Vienna

Ulrike Lienbacher

Galerie Krinzinger / Österreichisches Museum für Angewandte Kunst

The room where Ulrike Lienbacher presented over sixty drawings, one above the other, seemed to be peopled by plastic stools. Her sensitive, schematic lines sketch figural poses, hands, and heads—but no faces, perhaps to evince all the more perfectly the graphic renderings of hairstyles. Through sparing use of color, Lienbacher accentuates particular details: fingers, soles of feet, or strands of hair. The girlish figures evoke iconographic memories: seated, kneeling, or slightly turned body positions familiar to us from the history of art. What at first glance look like classical studies for paintings turns out, within the rigorous framework of Lienbacher’s work, to be variations on her central theme, namely, the ideal body and its discipline.
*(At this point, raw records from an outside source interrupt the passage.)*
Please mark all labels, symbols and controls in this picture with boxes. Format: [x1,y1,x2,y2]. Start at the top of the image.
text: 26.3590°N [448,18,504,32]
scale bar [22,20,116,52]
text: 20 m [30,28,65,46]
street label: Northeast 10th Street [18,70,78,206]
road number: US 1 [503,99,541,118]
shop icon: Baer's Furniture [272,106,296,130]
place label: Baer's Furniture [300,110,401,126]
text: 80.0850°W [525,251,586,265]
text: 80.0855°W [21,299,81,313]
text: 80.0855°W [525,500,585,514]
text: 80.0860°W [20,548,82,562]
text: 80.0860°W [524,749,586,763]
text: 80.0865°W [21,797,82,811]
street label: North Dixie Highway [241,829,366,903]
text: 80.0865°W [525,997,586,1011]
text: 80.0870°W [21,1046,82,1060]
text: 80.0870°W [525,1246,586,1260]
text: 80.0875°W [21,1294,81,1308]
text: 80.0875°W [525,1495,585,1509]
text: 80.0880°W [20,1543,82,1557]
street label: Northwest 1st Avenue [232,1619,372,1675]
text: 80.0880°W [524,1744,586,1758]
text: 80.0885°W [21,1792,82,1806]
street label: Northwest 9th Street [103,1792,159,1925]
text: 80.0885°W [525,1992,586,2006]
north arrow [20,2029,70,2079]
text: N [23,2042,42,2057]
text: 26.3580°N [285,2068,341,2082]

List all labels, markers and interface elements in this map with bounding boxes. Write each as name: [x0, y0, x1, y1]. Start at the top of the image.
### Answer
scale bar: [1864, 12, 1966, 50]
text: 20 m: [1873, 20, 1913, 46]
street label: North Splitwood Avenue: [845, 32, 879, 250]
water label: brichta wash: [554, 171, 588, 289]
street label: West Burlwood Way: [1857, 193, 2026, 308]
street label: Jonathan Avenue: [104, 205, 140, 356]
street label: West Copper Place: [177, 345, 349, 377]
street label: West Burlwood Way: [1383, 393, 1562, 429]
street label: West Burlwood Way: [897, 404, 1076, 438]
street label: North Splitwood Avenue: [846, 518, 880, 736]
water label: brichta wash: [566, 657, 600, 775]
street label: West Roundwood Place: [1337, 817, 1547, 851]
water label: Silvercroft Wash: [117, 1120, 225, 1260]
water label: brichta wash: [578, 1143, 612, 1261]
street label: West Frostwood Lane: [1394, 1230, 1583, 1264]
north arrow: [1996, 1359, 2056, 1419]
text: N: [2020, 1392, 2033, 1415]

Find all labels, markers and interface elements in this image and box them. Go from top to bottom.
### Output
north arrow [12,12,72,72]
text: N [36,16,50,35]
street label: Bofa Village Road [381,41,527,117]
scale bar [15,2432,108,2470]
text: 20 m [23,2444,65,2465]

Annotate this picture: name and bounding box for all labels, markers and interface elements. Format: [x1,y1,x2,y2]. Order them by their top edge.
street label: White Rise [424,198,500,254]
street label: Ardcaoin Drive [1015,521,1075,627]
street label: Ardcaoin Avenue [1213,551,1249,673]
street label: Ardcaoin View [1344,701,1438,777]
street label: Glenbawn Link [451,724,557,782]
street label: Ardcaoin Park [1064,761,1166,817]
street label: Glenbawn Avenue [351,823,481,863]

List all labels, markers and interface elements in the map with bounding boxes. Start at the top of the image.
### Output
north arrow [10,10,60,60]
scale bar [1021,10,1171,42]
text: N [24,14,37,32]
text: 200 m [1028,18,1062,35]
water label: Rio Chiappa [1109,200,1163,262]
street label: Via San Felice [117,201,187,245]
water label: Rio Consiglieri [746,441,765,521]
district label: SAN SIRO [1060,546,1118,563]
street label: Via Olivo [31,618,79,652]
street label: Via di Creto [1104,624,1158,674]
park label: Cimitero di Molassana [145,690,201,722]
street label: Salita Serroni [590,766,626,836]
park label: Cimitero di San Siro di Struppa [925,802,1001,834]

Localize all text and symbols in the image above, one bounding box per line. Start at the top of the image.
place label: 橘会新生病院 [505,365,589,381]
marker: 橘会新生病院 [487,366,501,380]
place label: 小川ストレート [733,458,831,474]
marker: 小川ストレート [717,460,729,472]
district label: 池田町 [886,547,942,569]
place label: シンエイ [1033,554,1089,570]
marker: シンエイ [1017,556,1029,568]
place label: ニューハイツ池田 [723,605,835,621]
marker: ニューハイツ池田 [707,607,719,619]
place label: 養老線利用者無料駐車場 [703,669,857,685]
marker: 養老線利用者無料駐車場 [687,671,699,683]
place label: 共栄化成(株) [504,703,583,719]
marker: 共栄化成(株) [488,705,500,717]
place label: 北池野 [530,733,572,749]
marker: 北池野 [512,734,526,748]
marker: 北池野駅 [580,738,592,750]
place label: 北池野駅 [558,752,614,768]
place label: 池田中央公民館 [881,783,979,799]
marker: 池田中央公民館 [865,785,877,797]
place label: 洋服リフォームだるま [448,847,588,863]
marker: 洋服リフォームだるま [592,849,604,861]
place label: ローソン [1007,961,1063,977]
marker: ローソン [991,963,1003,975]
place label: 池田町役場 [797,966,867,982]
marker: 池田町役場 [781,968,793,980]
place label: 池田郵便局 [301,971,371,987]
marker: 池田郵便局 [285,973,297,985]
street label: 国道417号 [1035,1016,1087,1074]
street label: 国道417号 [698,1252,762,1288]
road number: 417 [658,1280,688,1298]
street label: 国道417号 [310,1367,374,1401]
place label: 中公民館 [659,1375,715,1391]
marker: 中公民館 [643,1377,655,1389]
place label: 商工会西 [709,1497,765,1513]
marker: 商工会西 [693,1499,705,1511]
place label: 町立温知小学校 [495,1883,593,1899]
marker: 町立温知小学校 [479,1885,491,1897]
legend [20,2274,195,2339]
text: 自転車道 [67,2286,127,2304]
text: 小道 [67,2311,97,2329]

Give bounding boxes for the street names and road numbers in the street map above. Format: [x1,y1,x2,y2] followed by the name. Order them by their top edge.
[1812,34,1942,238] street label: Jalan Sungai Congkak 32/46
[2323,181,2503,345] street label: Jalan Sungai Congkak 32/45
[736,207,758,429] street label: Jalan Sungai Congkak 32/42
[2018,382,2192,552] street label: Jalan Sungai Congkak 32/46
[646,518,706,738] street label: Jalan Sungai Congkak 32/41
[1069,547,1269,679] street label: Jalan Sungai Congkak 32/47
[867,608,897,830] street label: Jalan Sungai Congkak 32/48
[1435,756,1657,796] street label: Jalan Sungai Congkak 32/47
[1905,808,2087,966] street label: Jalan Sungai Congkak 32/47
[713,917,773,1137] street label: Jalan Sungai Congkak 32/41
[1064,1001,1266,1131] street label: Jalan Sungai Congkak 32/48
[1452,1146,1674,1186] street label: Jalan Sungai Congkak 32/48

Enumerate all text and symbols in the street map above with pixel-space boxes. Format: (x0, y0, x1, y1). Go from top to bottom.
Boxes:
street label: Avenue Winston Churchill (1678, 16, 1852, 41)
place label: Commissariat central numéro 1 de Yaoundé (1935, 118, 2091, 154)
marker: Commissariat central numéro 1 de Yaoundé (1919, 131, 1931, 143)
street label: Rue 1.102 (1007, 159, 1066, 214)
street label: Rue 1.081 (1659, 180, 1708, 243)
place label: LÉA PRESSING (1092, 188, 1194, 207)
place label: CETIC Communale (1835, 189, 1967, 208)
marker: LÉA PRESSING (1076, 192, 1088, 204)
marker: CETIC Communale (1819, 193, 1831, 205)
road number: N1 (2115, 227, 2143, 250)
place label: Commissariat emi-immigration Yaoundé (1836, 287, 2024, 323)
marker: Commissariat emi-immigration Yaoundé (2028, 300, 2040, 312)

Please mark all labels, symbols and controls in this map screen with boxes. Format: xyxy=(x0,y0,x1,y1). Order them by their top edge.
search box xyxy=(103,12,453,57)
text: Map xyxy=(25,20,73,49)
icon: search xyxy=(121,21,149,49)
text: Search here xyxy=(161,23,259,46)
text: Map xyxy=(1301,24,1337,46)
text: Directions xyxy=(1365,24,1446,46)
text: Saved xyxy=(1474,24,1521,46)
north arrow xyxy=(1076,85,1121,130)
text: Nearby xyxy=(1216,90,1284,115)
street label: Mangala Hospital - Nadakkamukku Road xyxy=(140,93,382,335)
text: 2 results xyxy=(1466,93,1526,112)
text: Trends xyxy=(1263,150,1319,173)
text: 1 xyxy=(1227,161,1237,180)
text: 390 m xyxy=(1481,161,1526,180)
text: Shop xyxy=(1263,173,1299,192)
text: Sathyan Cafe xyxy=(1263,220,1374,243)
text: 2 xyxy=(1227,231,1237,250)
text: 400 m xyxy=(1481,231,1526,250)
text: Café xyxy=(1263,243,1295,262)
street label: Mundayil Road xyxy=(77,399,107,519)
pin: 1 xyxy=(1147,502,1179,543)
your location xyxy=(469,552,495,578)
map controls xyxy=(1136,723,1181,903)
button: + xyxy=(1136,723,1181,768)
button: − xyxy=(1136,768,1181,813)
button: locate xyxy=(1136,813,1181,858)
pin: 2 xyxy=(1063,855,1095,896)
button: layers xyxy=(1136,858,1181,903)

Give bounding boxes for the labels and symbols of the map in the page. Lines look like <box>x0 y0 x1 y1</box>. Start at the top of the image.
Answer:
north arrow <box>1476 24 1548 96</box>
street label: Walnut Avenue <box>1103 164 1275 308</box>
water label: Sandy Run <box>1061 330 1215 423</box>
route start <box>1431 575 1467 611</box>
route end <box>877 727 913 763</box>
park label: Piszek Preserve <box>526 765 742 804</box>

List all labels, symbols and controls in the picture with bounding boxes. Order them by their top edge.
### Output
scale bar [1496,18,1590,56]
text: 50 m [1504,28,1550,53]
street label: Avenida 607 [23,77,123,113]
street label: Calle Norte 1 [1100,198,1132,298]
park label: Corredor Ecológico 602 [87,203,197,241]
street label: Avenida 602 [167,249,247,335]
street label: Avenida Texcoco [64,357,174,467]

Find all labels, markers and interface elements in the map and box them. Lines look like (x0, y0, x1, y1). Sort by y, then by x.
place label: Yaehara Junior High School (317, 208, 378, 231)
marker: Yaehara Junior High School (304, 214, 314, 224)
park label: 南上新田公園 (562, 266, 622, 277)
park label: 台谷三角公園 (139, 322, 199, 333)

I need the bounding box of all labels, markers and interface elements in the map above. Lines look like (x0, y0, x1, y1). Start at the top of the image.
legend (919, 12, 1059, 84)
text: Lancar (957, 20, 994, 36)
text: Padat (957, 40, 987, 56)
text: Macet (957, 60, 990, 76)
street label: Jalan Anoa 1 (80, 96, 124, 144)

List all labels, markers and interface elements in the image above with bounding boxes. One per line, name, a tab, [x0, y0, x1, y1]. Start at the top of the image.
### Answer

Concurrent with the exhibition at the Galerie Krinzinger was a solo show at the Österreichisches Museum für Angewandte Kunst (Austrian Museum of Applied Arts). There, Lienbacher tiled a room with an ornamental pattern in linoleum and exhibited a selection of drawings as well as short videos on two monitors. The installation was called “Aufräumen” (Cleaning up)—a theme introduced with Schmutzig (Dirty), 2002, a video of paint blots. The second video, Toilette, also 2002, continuously repeats an animated drawing of hands washing and wiping a torso and playing with its chest hair. The artist evoked not only the ideal body but also its real-life, pragmatic flip side: personal hygiene, but also cleanliness as a compulsion.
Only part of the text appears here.